Macron, vince più per rifiuto di Le Pen che per convinzione?

I francesi hanno scelto Macron da questo tandem che non voleva come un sequel del 2017 con gli stessi interpreti, e che ha allarmato gli analisti europei. Da settimane avvertono del pericolo Le Pen, la femme d’État malgrado il putinismo. La leader dei professionisti del nazionalismo contro (una certa idea di) Europa, mercato, globalizzazione e Nato. Sconfitta dal fronte repubblicano “contro” questo, più che a “favore” di Macron e dei professionisti dell’europeismo. O di un certo europeismo tecnocratico, enarchiano. Un’elezione segnata più dal rifiuto che dal supporto.

Ha vinto il liberalismo dei tecnici

La riconferma di Macron è – per dirla con l’editorialista Nicolas Beytout – una scelta liberale, pro-business e pro-Europa. Lo stesso Macron ha qualificato le elezioni come un referendum sull’Ue. “Un referendum a favore o contro ciò che siamo profondamente, da dove veniamo, cosa dobbiamo fare”, diceva mercoledì al dibattito Tv con Le Pen. Enfasi retorica a parte, un buon riassunto dello scontro. Più che mai, non appena tra centro e destra.

La scelta tra due France

La posta in gioco, questa volta, era la scelta tra due France. La scelta di un sistema. Tra una Francia privilegiata, quella dei centri cittadini e delle categorie benestanti, e una Francia popolare, una Francia sofferente, vittima della globalizzazione e della deindustrializzazione. L’elettorato di Macron è poi fortemente sovrarappresentato tra i dirigenti, mentre Marine Le Pen attira i voti dei lavoratori. Al primo turno l’elettorato di En Marche era più anziano e urbano. Il 10 aprile Macron ha ottenuto il 41 per cento dei voti degli over settanta. Più giovane e diffuso nella Francia profonda, quello di Le Pen. Certo, non si può governare affidandosi a due o tre categorie di popolazione. Il divario socio-politico è però innegabile. Ma la domanda resta: come interpretarlo? Al secondo turno l’elettorato si distribuisce. Macron domina ancora tra i pensionati, ma conquista voti tra i giovani.

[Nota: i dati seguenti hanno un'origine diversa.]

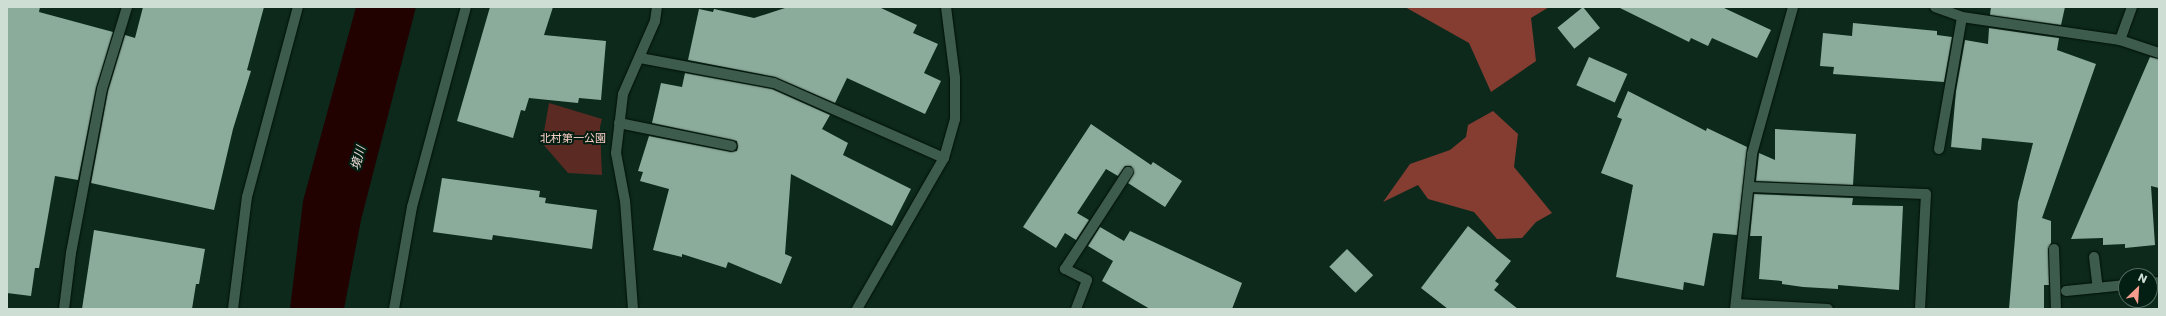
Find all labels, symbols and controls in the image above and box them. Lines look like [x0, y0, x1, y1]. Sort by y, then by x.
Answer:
park label: 北村第一公園 [540, 131, 606, 145]
water label: 境川 [348, 145, 368, 171]
north arrow [2118, 268, 2158, 308]
text: N [2136, 269, 2150, 287]

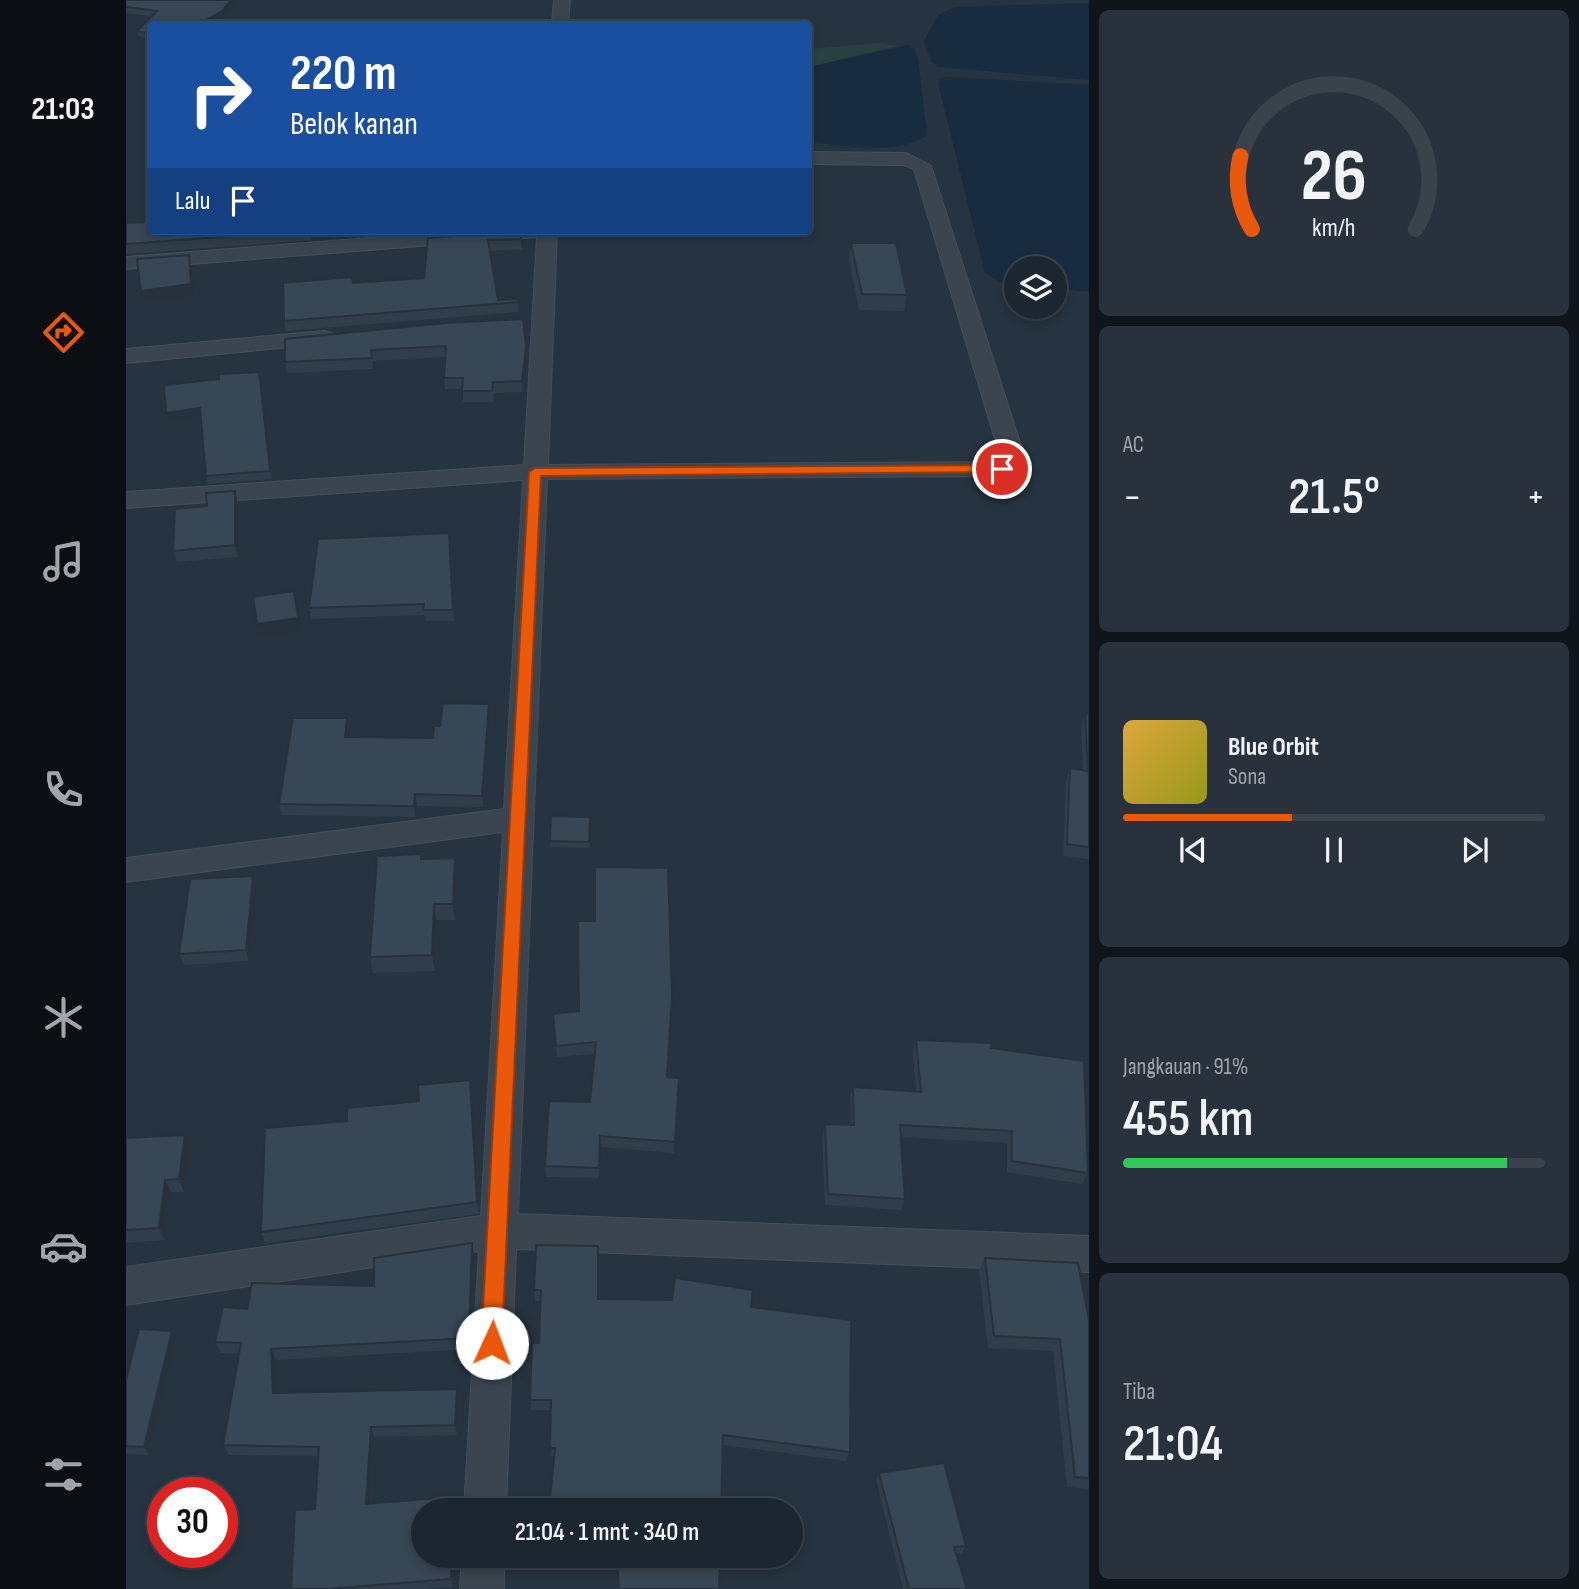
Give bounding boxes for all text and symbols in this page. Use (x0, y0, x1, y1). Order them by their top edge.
text: 220 m (290, 45, 396, 104)
icon: right (175, 49, 266, 140)
text: 21:03 (31, 90, 95, 129)
text: Belok kanan (290, 105, 418, 144)
text: 26 (1301, 133, 1367, 221)
icon: arrive (224, 182, 262, 220)
text: Lalu (175, 186, 210, 217)
text: km/h (1312, 213, 1356, 244)
map controls (1004, 256, 1067, 319)
button: layers (1004, 256, 1067, 319)
icon: directions (39, 308, 88, 357)
text: AC (1123, 431, 1144, 459)
pin (972, 439, 1032, 499)
icon: arrive (983, 450, 1021, 488)
text: 21.5° (1288, 466, 1380, 529)
text: − (1123, 475, 1142, 520)
text: + (1526, 475, 1545, 520)
icon: music (39, 537, 88, 586)
text: Blue Orbit (1228, 732, 1319, 763)
text: Sona (1228, 763, 1266, 791)
icon: phone (39, 765, 88, 814)
icon: previous (1174, 831, 1212, 869)
icon: pause (1315, 831, 1353, 869)
icon: next (1456, 831, 1494, 869)
icon: climate (39, 993, 88, 1042)
text: Jangkauan · 91% (1123, 1053, 1248, 1081)
text: 455 km (1123, 1088, 1254, 1151)
icon: car (39, 1222, 88, 1271)
position arrow (455, 1306, 529, 1380)
text: Tiba (1123, 1378, 1155, 1406)
text: 21:04 (1123, 1413, 1223, 1476)
icon: filters (39, 1450, 88, 1499)
speed limit sign: 30 (147, 1477, 238, 1568)
text: 21:04 · 1 mnt · 340 m (515, 1517, 699, 1548)

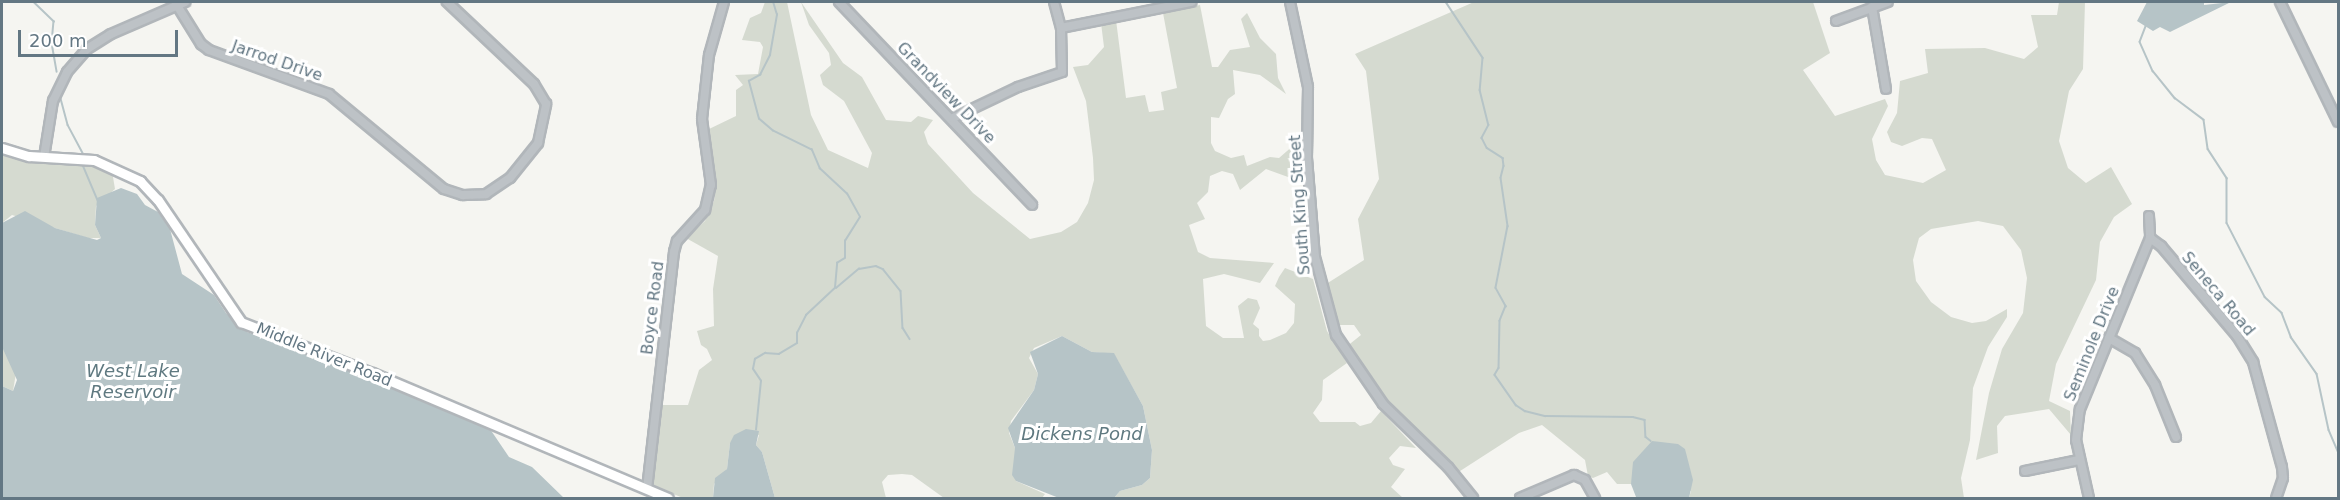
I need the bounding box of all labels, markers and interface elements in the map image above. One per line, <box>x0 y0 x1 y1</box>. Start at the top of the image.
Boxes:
scale bar <box>21 18 182 56</box>
text: 200 m <box>29 30 87 51</box>
street label: Jarrod Drive <box>229 37 325 85</box>
street label: Grandview Drive <box>893 38 999 148</box>
street label: South King Street <box>1286 134 1314 276</box>
street label: Seneca Road <box>2177 248 2259 340</box>
street label: Boyce Road <box>638 260 668 356</box>
street label: Seminole Drive <box>2060 284 2124 404</box>
street label: Middle River Road <box>253 319 395 391</box>
water label: West Lake Reservoir <box>86 361 180 404</box>
water label: Dickens Pond <box>1021 423 1143 445</box>

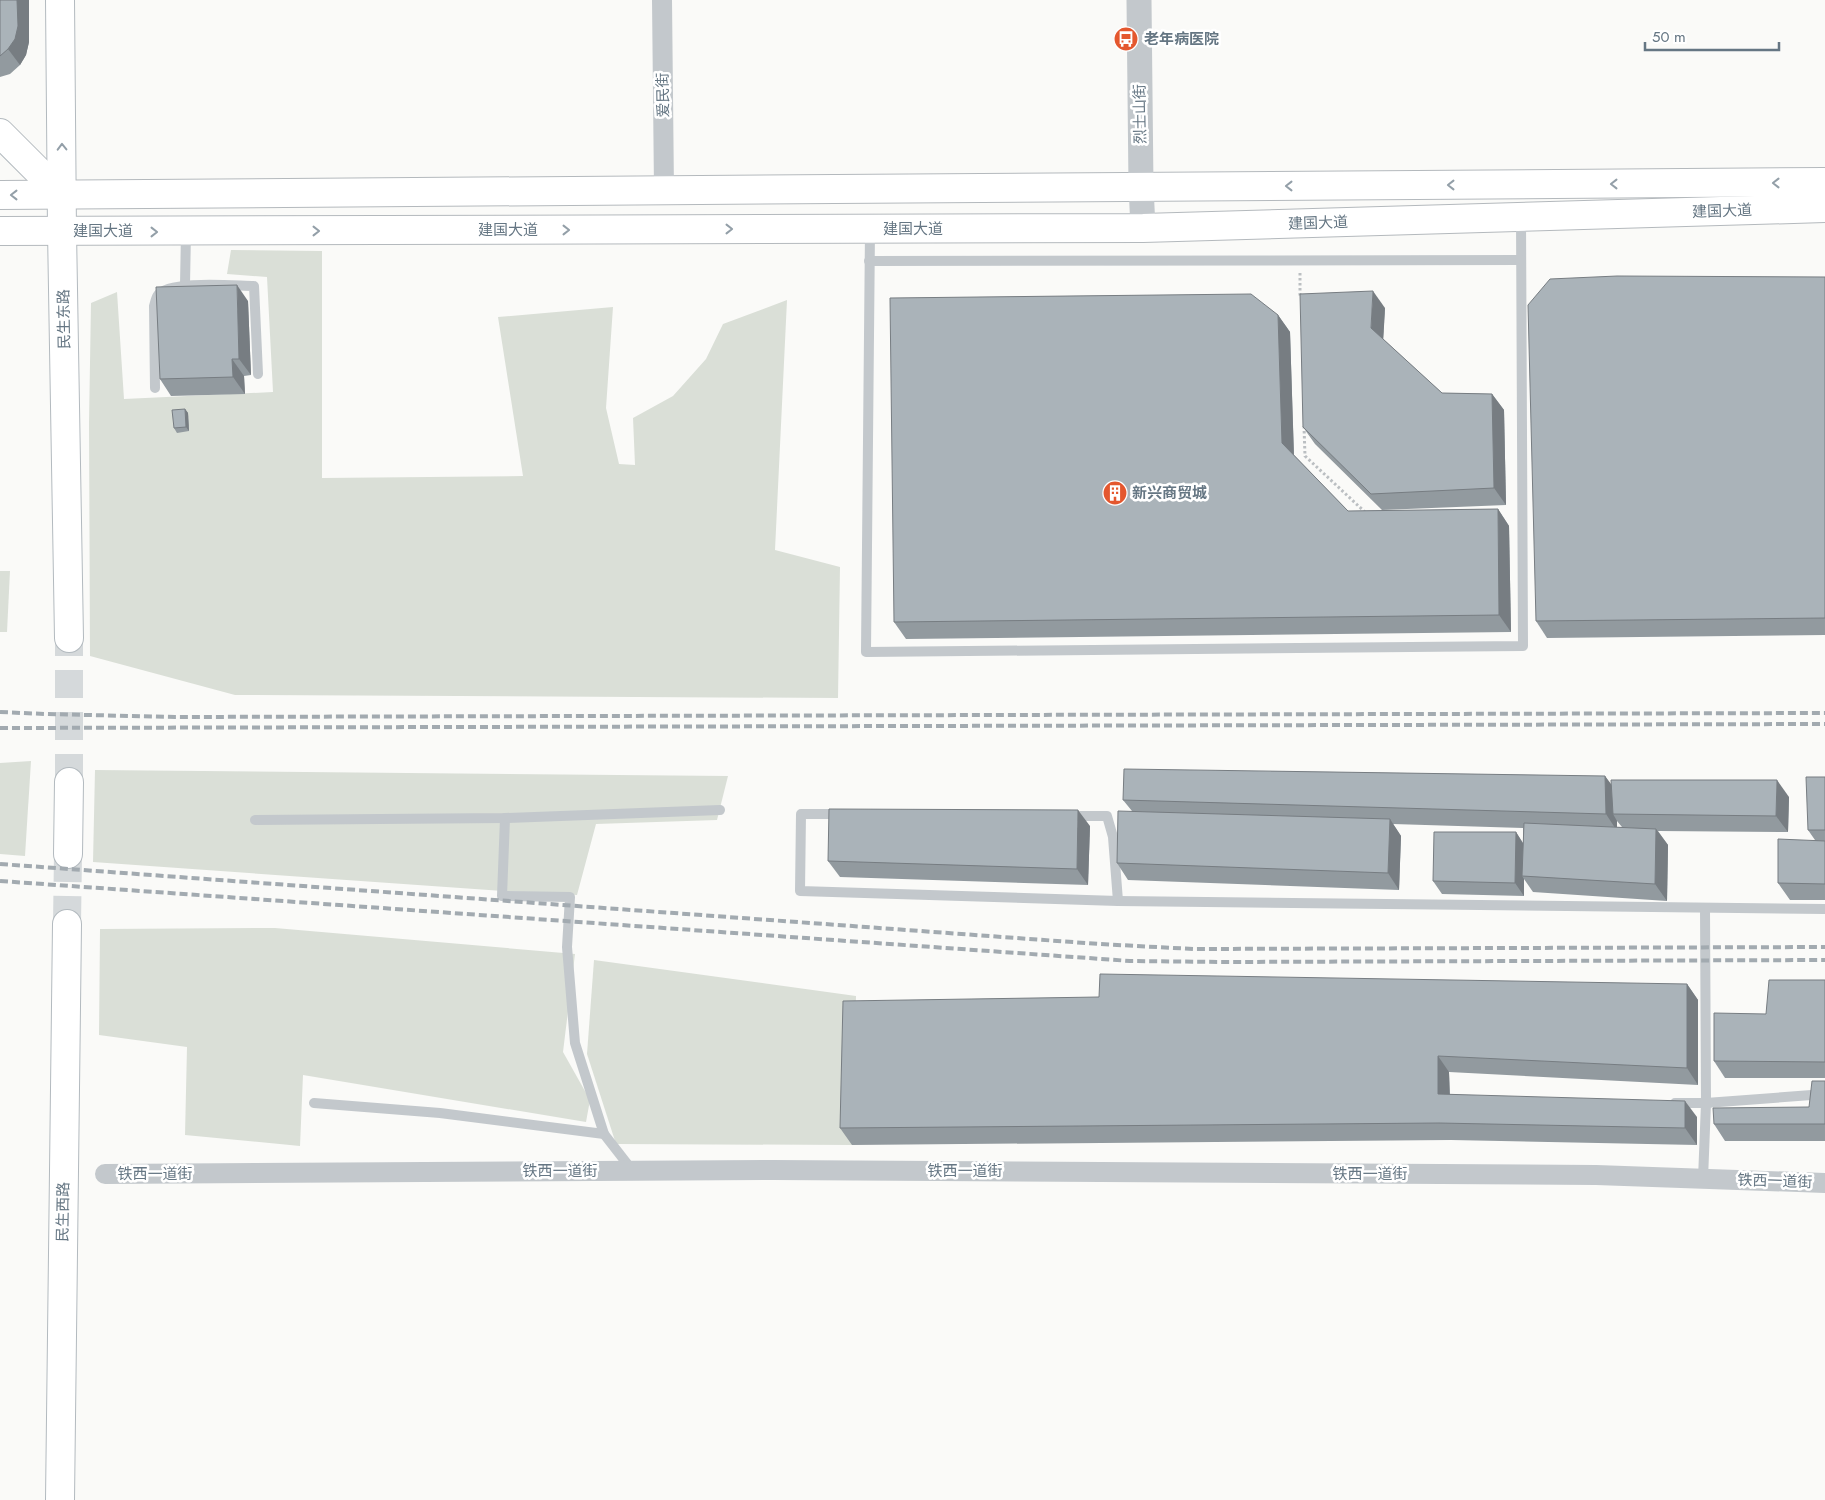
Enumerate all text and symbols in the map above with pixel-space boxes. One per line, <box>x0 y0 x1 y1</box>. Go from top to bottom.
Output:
scale bar <box>1645 20 1779 52</box>
bus stop icon: 老年病医院 <box>1113 26 1139 52</box>
text: 50 m <box>1652 26 1686 48</box>
place label: 老年病医院 <box>1144 28 1219 50</box>
street label: 爱民街 <box>652 72 674 118</box>
street label: 烈士山街 <box>1128 84 1152 144</box>
one-way arrow <box>57 142 67 150</box>
one-way arrow <box>1772 178 1780 188</box>
one-way arrow <box>1610 179 1618 189</box>
one-way arrow <box>1285 180 1293 191</box>
one-way arrow <box>1447 180 1455 190</box>
one-way arrow <box>9 190 17 200</box>
street label: 建国大道 <box>1692 199 1752 223</box>
street label: 建国大道 <box>1288 211 1348 235</box>
street label: 建国大道 <box>883 218 943 240</box>
street label: 建国大道 <box>478 219 538 241</box>
street label: 建国大道 <box>73 220 133 242</box>
one-way arrow <box>725 224 733 234</box>
one-way arrow <box>562 225 570 235</box>
one-way arrow <box>312 226 320 236</box>
one-way arrow <box>150 227 158 237</box>
street label: 民生东路 <box>52 289 76 349</box>
building icon: 新兴商贸城 <box>1102 480 1128 506</box>
place label: 新兴商贸城 <box>1132 482 1207 504</box>
street label: 铁西一道街 <box>522 1160 598 1182</box>
street label: 铁西一道街 <box>927 1160 1003 1182</box>
street label: 铁西一道街 <box>117 1163 193 1185</box>
street label: 铁西一道街 <box>1332 1163 1408 1185</box>
street label: 铁西一道街 <box>1737 1169 1813 1193</box>
street label: 民生西路 <box>51 1182 75 1242</box>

Tiene il fronte repubblicano ma Le Pen non sfigura

E ancora, il “fronte repubblicano” ha davvero funzionato al secondo round? La definizione teorica è semplice: sostenere qualsiasi candidato repubblicano contrario a un candidato antirepubblicano. Ovvero estremo, antisistema. Nel 2002 tutti chiedevano un voto a favore di Jacques Chirac contro Jean-Marie Le Pen. Quest’anno è la terza qualificazione dell’estrema destra al secondo turno (2002, 2017, 2022). E forse c’è un cambiamento. La destra teme che una partecipazione a un “fronte repubblicano” non venga più percepita solo come un puntuale sbarramento di secondo turno, ma come sostegno politico. E chi ha votato per lei è parte di un’estrema destra non eclatante ma significativa. Sono gli elettori di Eric Zemmour (7,07%) e Nicolas Dupont-Aignan (2,06%). Marine Le Pen, inoltre, non è Jean-Marie Le Pen. Il padre assunse o addirittura incarnò le battaglie perdute dell’estrema destra. Marine appartiene a un’altra generazione.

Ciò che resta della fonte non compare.